# WHAT IS EXPECTED
Set down the data below in full and exactly, minus the pictures.

# DATA EXCERPT
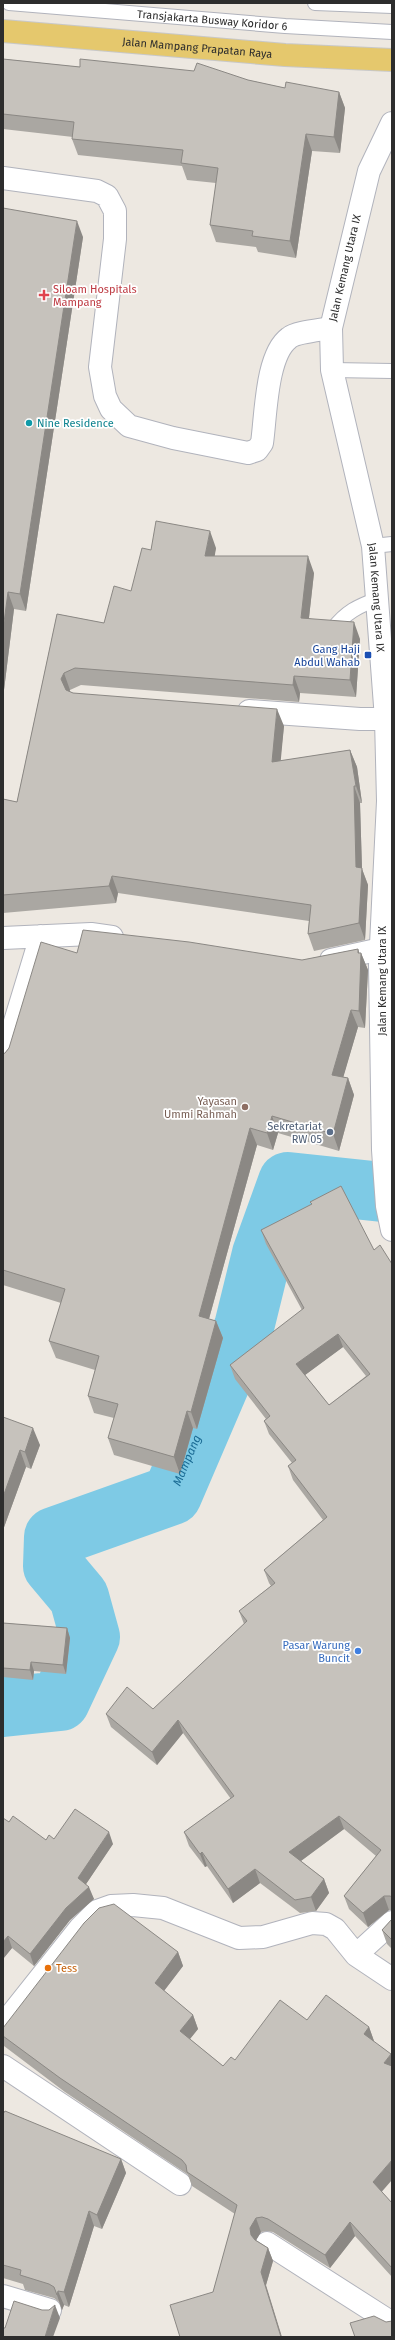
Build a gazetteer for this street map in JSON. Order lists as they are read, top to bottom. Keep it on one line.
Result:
{"streets":{"main road":["Jalan Mampang Prapatan Raya"],"street":["Jalan Kemang Utara IX"],"lane":["Transjakarta Busway Koridor 6"]},"water":["Mampang"],"places":{"health":["Siloam Hospitals Mampang"],"other":["Nine Residence","Yayasan Ummi Rahmah","Sekretariat RW 05","Pasar Warung Buncit","Tess"],"transit":["Gang Haji Abdul Wahab"]}}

# WORKED SOLUTION
Build a gazetteer for this street map in JSON. Order lists as they are read, top to bottom. Keep it on one line.
Result:
{"streets":{"main road":["Jalan Mampang Prapatan Raya"],"street":["Jalan Kemang Utara IX"],"lane":["Transjakarta Busway Koridor 6"]},"water":["Mampang"],"places":{"health":["Siloam Hospitals Mampang"],"other":["Nine Residence","Yayasan Ummi Rahmah","Sekretariat RW 05","Pasar Warung Buncit","Tess"],"transit":["Gang Haji Abdul Wahab"]}}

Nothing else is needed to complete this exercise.